En réponse aux interrogations de votre rapporteure sur la nécessité de ratifier l'accord, le ministère des affaires étrangères a fait valoir que : « Cette ratification ne saurait en aucune manière être un aboutissement : la réalité des efforts de conformité effective du Panama à ses engagements et aux normes internationales continuera d'être analysée et vérifiée [...]. De plus, la levée des sanctions est réversible dans le dispositif français, un pays ne respectant pas les engagements qu'il a signés pouvant figurer sur la liste et se voir appliquer de nouveau, le cas échéant, les mesures restrictives prévues.
Il ne s'agit donc pas de donner [au] Panama un brevet d'honorabilité fiscale permanent et définitif. Mais pour autant, il serait paradoxal, en raison d'un passé pas acceptable, de refuser de reconnaître des efforts qui ont désormais pris un tour tangible . Pour vérifier à l'avenir que [le] Panama respecte ses engagements, encore faut-il les lui faire signer et les faire entrer en vigueur dans le cadre du droit international et de notre relation bilatérale. » .
Convenant qu'il ne s'agit, ni de condamner le Panama en l'absence de preuve de son incapacité à coopérer effectivement, ni de lui « donner un brevet d'honorabilité », votre rapporteure reste néanmoins perplexe face à la démarche qui consiste à renverser la charge de la preuve au profit de cet Etat. Cette approche semble ignorer le dernier rapport du Forum mondial de l'OCDE.
Les efforts panaméens doivent plus que prendre « un tour tangible ». Ils doivent conduire à un constat objectif de mise en place des normes indispensables à l'assistance fiscale internationale .
* 86 Loi n° 2009-1674 du 30 décembre 2009 de finances rectificative pour 2009.

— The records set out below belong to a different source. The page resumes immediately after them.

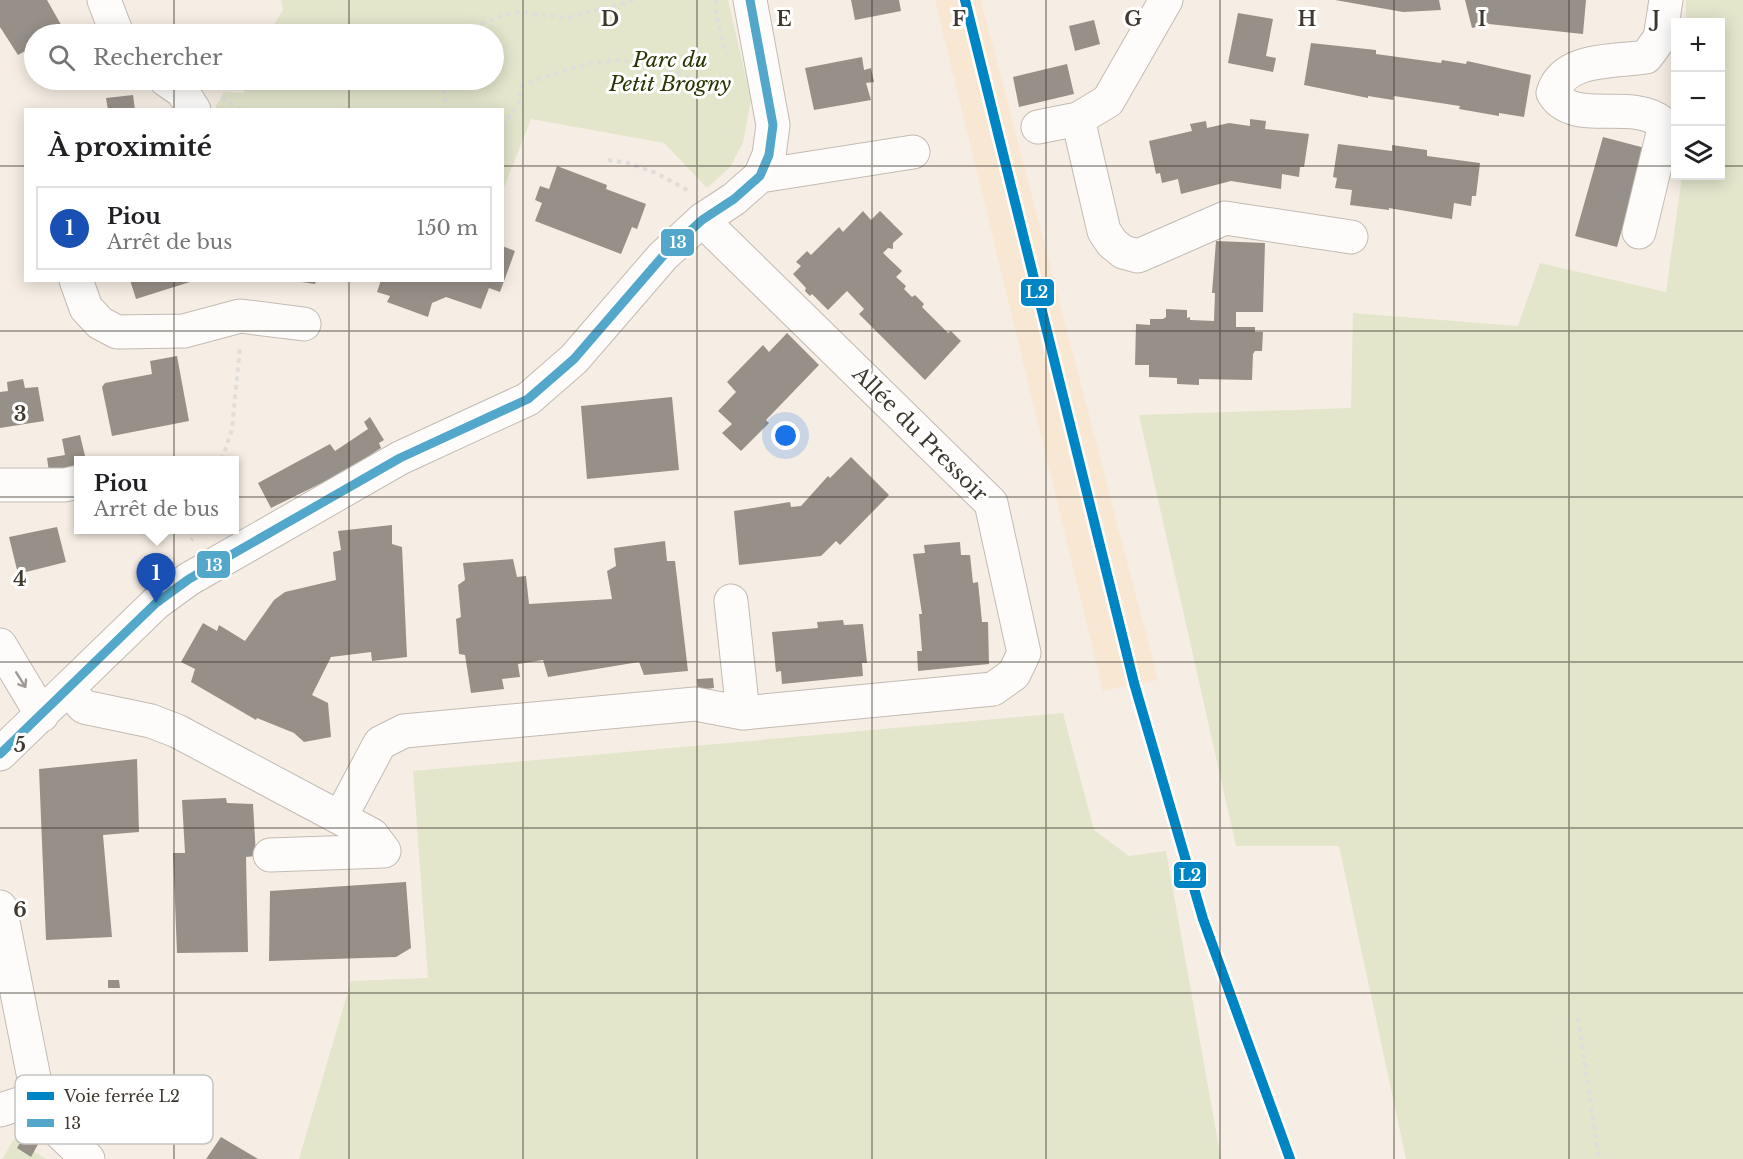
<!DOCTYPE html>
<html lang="fr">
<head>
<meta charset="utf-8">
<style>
	:root { --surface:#fff; --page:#f2f2f2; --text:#202124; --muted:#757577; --line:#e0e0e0; --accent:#80786f }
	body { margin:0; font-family:"Libre Baskerville",serif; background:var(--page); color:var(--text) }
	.controls { position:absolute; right:18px; top:18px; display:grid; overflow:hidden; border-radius:0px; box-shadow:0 3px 15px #0003 }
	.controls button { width:54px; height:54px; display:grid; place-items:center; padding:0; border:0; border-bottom:2px solid var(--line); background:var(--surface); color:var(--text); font:30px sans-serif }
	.you { position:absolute; left:786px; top:436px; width:21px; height:21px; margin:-15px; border:4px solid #fff; border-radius:50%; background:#1a73e8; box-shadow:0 0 0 9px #1a73e833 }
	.badge { display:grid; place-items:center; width:39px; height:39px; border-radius:50%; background:var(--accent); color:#fff; font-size:20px; font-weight:700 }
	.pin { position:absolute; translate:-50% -50px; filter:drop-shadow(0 2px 3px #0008) }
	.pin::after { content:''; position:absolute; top:32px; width:21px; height:18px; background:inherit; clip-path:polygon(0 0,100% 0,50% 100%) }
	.popup { position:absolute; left:74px; top:456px; width:165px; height:78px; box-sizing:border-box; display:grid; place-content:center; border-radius:0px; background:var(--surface); filter:drop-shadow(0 2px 4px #0005); font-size:20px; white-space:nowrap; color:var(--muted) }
	.popup b { font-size:22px; color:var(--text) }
	.popup::after { content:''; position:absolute; left:50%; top:100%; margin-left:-12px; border:12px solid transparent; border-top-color:var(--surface) }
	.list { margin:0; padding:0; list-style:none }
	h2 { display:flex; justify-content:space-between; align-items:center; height:78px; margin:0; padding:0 24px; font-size:26px }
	h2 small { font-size:20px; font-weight:400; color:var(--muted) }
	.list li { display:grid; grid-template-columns:39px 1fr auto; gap:18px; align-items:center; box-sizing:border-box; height:84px; margin:0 12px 12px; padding:0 12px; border:2px solid var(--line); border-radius:0px }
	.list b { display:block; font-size:22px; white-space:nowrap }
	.list p { margin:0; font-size:20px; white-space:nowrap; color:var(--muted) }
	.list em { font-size:20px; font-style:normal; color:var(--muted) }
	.icon { flex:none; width:33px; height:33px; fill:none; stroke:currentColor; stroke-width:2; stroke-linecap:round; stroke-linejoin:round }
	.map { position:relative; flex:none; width:1743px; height:1159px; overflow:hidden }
	.search { position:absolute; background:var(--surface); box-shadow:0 3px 15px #0003; left:24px; top:24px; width:480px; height:66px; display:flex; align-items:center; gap:15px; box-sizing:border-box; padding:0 21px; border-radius:33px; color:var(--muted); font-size:22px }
	.panel { position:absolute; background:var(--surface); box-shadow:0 3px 15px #0003; left:24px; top:108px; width:480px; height:174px; border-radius:0px }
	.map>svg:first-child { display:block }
	.built { fill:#f8e8d3 }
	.green { fill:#e3e6cb }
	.building { fill:#979088 }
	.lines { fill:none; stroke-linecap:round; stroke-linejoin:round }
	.minor-casing { stroke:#c2bbb3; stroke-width:35 }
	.path { stroke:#e0dedb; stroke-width:4; stroke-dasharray:4.5 4.5; stroke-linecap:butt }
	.minor { stroke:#fefcfb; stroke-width:33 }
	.bus-1-casing { stroke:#fff; stroke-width:14 }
	.bus-1 { stroke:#52a7ca; stroke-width:9 }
	.rail-1-casing { stroke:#fff; stroke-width:15 }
	.rail-1 { stroke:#0085c4; stroke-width:10 }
	.oneway { stroke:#9f9a96 }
	.grid { fill:none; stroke:#403930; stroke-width:1.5; stroke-opacity:0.55 }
	.labels { text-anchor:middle; stroke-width:6; stroke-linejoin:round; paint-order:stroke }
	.park-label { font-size:21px; font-style:italic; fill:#2a3504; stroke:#fff }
	.street-label { font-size:21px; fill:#403930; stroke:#fff }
	.key { fill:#fff; stroke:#c6c4c1; stroke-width:1.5 }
	.key-label { font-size:16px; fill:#403930 }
	.grid-label { font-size:20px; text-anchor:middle; font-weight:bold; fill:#403930; stroke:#fff; stroke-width:6; stroke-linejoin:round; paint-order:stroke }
	.line-badge { stroke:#fff; stroke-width:2 }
	.badge-label { font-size:16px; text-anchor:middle; font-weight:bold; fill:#fff }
</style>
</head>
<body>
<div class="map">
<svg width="1743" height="1159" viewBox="0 0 1743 1159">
	<rect width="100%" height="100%" fill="#f6eee4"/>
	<path class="built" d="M 935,0 L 981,0 L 1158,680 L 1103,691 Z"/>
	<path class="green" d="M 281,0 L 728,0 L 751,100 L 743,143 L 730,167 L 707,188 L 664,143 L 531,119 L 503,190 L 502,110 L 216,109 L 216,106 L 224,92 L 244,93 L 245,80 L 494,80 L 494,34 L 268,34 L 283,10 Z
		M 1686,0 L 1743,0 L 1743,1159 L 1406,1159 L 1339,846 L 1236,846 L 1139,415 L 1351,408 L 1353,313 L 1518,326 L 1540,263 L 1666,292 L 1682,176 L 1720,176 L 1720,22 L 1686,22 Z
		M 1063,713 L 1094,830 L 1129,856 L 1166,851 L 1221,1159 L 299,1159 L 351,981 L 428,978 L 413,771 Z
		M 14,1139 L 46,1159 L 2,1159 Z"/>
	<path class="building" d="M 0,0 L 47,0 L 64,30 L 55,34 L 34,34 L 34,46 L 18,55 L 0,27 Z
		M 851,0 L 899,0 L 901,11 L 855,20 Z
		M 1335,0 L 1439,0 L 1441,10 L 1403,12 Z
		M 1465,0 L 1586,0 L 1583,34 L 1489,24 L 1472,28 Z
		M 1238,13 L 1273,19 L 1266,56 L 1276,58 L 1273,72 L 1228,63 Z
		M 1094,20 L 1100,44 L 1075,51 L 1069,26 Z
		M 1311,43 L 1376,50 L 1376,54 L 1441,63 L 1442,60 L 1466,64 L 1467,61 L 1531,75 L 1524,117 L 1499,113 L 1499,116 L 1459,109 L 1460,106 L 1394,96 L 1393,100 L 1368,96 L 1368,98 L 1304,85 Z
		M 862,57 L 864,70 L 871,68 L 874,82 L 866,83 L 871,100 L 814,110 L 805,68 Z
		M 1067,64 L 1074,94 L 1019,107 L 1013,77 Z
		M 133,95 L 135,110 L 108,110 L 106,98 Z
		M 1250,119 L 1266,121 L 1265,129 L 1309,134 L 1304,167 L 1300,167 L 1299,177 L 1282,174 L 1281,189 L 1231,181 L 1181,194 L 1178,179 L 1162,183 L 1160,173 L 1156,174 L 1149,141 L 1192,131 L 1190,124 L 1206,121 L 1207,128 L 1229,123 L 1250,126 Z
		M 1603,137 L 1645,148 L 1617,247 L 1575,236 Z
		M 1338,144 L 1392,151 L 1392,145 L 1427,150 L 1427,156 L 1480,163 L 1476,196 L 1472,196 L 1471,206 L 1454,203 L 1452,219 L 1389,208 L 1389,210 L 1350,205 L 1352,190 L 1335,188 L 1337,178 L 1333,177 Z
		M 557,166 L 607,185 L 606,189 L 646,204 L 637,229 L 632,227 L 621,254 L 535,221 L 542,203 L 535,200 L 540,186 L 549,189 Z
		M 863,211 L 871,220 L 880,211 L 903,234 L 893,243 L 893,249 L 888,248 L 883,253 L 902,271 L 896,277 L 906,286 L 904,289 L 912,297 L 915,295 L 924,304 L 922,307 L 948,333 L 951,331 L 961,341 L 925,380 L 859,314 L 864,309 L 847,291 L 828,310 L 812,294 L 810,296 L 805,291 L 806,288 L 793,274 L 801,266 L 796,262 L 807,251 L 811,255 L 839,227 L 843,232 Z
		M 1216,241 L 1265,243 L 1263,312 L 1236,312 L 1236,327 L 1255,327 L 1255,332 L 1263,332 L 1262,351 L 1255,351 L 1253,354 L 1252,380 L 1199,379 L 1199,385 L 1177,384 L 1177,378 L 1149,377 L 1149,365 L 1135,365 L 1136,324 L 1150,325 L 1150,319 L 1163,319 L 1166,317 L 1166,309 L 1187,310 L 1187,318 L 1190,317 L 1190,320 L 1214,321 L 1215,293 L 1212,293 Z
		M 502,246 L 515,251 L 500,292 L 489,288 L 481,309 L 446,297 L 432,303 L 428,317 L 387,302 L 390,296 L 377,292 L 381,280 L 502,280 Z
		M 130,280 L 192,280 L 193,281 L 136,299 Z
		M 289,280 L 316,280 L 315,284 Z
		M 787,333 L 819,365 L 766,420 L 769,423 L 741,451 L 722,433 L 732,424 L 718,411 L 736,392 L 727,382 L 763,345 L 769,352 Z
		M 177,356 L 189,421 L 112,436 L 102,387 L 105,383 L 152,374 L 150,361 Z
		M 23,379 L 25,388 L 38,387 L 44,421 L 0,428 L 0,392 L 8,391 L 7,382 Z
		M 672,397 L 679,470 L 587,479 L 581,406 Z
		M 370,417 L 384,440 L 379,443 L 381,448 L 346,471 L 271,508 L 258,483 L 330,444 L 335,451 L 368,429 L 364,422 Z
		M 80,435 L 86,460 L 78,460 L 78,475 L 50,479 L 47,458 L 65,455 L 62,439 Z
		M 851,457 L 889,495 L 840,545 L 836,541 L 821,556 L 739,565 L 734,511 L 790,502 L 791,507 L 801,506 L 828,476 L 830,478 Z
		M 392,525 L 392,544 L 402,547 L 407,657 L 372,661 L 371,652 L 331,657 L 312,695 L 328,703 L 331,737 L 304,742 L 294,733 L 257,718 L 256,720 L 191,682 L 195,669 L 181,662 L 203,623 L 217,631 L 219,625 L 245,641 L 274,600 L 285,592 L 336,580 L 333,552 L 341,550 L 338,531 Z
		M 57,527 L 66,562 L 18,574 L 9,537 Z
		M 665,541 L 667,561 L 675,561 L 688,671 L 644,675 L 639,662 L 548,677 L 543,660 L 518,664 L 520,677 L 502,679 L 504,689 L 471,693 L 465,655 L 459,654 L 456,619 L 461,617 L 458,585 L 465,580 L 463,563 L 513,559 L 517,577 L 526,576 L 529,604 L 612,599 L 607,571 L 616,566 L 614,548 Z
		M 960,542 L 961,555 L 970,555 L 973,583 L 978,582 L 982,622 L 988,622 L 989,664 L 918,671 L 917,651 L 922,651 L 919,614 L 922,614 L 913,554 L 925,553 L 924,545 Z
		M 843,620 L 844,625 L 863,624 L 867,663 L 862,663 L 863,676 L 782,684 L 781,671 L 776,672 L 772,632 L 818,628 L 817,622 Z
		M 713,678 L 714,688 L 698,690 L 697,679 Z
		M 137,759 L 139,832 L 103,835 L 112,937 L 46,940 L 39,769 Z
		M 226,798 L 227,803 L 253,804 L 256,856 L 246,857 L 248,952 L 177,953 L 173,853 L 185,853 L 182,800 Z
		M 406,882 L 411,948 L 396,957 L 269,961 L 270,891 Z
		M 108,980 L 119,980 L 120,988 L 108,988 Z
		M 112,1081 L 140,1099 L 115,1140 L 86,1122 Z
		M 28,1129 L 42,1137 L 31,1157 L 17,1148 Z
		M 221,1137 L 258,1159 L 206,1159 Z"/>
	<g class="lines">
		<g class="minor-casing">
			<path id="minor" d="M 104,0 L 117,34
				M 166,80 L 182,91 L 194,110
				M 1078,119 L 1104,231 L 1112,243 L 1123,252 L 1138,256 L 1225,218 L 1351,237
				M 1038,127 L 1078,119 L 1108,101 L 1166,0
				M 760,176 L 913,152
				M 702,220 L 991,503 L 1024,653 L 1014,674 L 993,689 L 743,713 L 731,601
				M 1639,232 L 1663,133 L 1661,122 C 1631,98 1573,127 1553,93 C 1564,57 1614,62 1646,57 L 1660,38 L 1666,0
				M 76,280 L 86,308 L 100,323 L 117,332 L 184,331 L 240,316 L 304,324
				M 0,485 L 65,485 L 78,482
				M 0,645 L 42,715
				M 68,690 L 84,707 L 151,721 L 177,731 L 372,835 L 384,851 L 270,855
				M 0,754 L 156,603 L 189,579 L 400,458 L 528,399 L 574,359 L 663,256 L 702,220 L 734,199 L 760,176 L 769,155 L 773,125 L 750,0
				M 340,818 L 380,743 L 404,731 L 695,704 L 743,713
				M 0,907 L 38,1098 L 54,1127 L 88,1159
				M 0,1110 L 38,1098"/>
		</g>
		<path class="path" d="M 716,0 L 716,15 L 727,55
			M 466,34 L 478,25 L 503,15 L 520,12 L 567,18 L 634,0
			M 443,80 L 446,110
			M 222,98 L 242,110
			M 502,126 L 519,104 L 521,86 C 561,71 608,52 651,64 C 676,71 700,81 725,89 L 733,86 L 733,83
			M 608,160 L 628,163 L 656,173 L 691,192
			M 222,460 L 232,429 L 240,347
			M 190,530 L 193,538 L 191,540
			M 1578,1018 L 1599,1159"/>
		<use href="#minor" class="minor"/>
		<g class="bus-1-casing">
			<path id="bus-1" d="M 0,754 L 156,603 L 189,579 L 400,458 L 528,399 L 574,359 L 663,256 L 702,220 L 734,199 L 760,176 L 769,155 L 773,125 L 750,0"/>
		</g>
		<use href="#bus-1" class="bus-1"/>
		<g class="rail-1-casing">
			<path id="rail-1" d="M 965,0 L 1134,683 L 1203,919 L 1290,1159"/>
		</g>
		<use href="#rail-1" class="rail-1"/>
	</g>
	<defs><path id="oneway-shaft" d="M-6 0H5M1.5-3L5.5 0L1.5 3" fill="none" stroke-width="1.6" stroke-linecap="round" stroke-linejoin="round" transform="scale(1.5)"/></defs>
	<use class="oneway" href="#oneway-shaft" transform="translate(21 680) rotate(58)"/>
	<path class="grid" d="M 174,0 L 174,34M 349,0 L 349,34M 523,0 L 523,1159M 697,0 L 697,1159M 872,0 L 872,1159M 1046,0 L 1046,1159M 1220,0 L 1220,1159M 1394,0 L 1394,1159M 1569,0 L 1569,1159M 174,80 L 174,110M 349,80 L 349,110M 0,166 L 26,166M 502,166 L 1676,166M 1720,166 L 1743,166M 174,280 L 174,1159M 349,280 L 349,1159M 0,331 L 1743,331M 0,497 L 1743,497M 0,662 L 1743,662M 0,828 L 1743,828M 0,993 L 1743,993"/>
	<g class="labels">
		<g class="park-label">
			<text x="670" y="67">Parc du<tspan x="670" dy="24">Petit Brogny</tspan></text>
		</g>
		<g class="street-label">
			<text transform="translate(920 434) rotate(45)" y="7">Allée du Pressoir</text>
		</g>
	</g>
	<rect x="15" y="1075" width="198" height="69" rx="9" class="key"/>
	<rect x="27" y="1092" width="27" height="8" fill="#0085c4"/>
	<rect x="27" y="1119" width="27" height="8" fill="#52a7ca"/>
	<g class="key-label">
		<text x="64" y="1102">Voie ferrée L2</text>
		<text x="64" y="1129">13</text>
	</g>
	<g class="grid-label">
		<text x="610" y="26">D</text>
		<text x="784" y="26">E</text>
		<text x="959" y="26">F</text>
		<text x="1133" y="26">G</text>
		<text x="1307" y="26">H</text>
		<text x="1482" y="26">I</text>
		<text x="1656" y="26">J</text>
		<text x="20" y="421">3</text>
		<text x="20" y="586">4</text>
		<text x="20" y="752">5</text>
		<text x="20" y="917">6</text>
	</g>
	<g class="line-badge">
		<rect x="660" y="228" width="35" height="29" rx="6" fill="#52a7ca"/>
		<rect x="1020" y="278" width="35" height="29" rx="6" fill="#0085c4"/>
		<rect x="196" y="550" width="35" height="29" rx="6" fill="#52a7ca"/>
		<rect x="1173" y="861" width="34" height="28" rx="6" fill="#0085c4"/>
	</g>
	<g class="badge-label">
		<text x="678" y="248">13</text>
		<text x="1037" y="298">L2</text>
		<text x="214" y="571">13</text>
		<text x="1190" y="881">L2</text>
	</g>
</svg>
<div class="controls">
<button>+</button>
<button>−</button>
<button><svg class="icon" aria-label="layers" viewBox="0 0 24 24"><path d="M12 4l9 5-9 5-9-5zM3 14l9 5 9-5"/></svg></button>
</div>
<div class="you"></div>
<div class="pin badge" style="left:156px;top:603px;background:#1a4fb4">1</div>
<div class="popup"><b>Piou</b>Arrêt de bus</div>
<div class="search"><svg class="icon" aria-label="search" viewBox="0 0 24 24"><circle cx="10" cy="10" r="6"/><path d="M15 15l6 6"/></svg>Rechercher</div>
<section class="panel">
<h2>À proximité<small></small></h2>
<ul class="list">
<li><span class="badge" style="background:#1a4fb4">1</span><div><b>Piou</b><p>Arrêt de bus</p></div><em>150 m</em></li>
</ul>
</section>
</div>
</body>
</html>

* 87 Le débiteur doit non seulement prouver que ces « dépenses correspondent à des opérations réelles et qu'elles ne présentent pas un caractère anormal ou exagéré », il doit désormais démonter que les opérations visées ont principalement un « objet et un effet autres que de permettre la localisation de ces dépenses dans un ETNC ».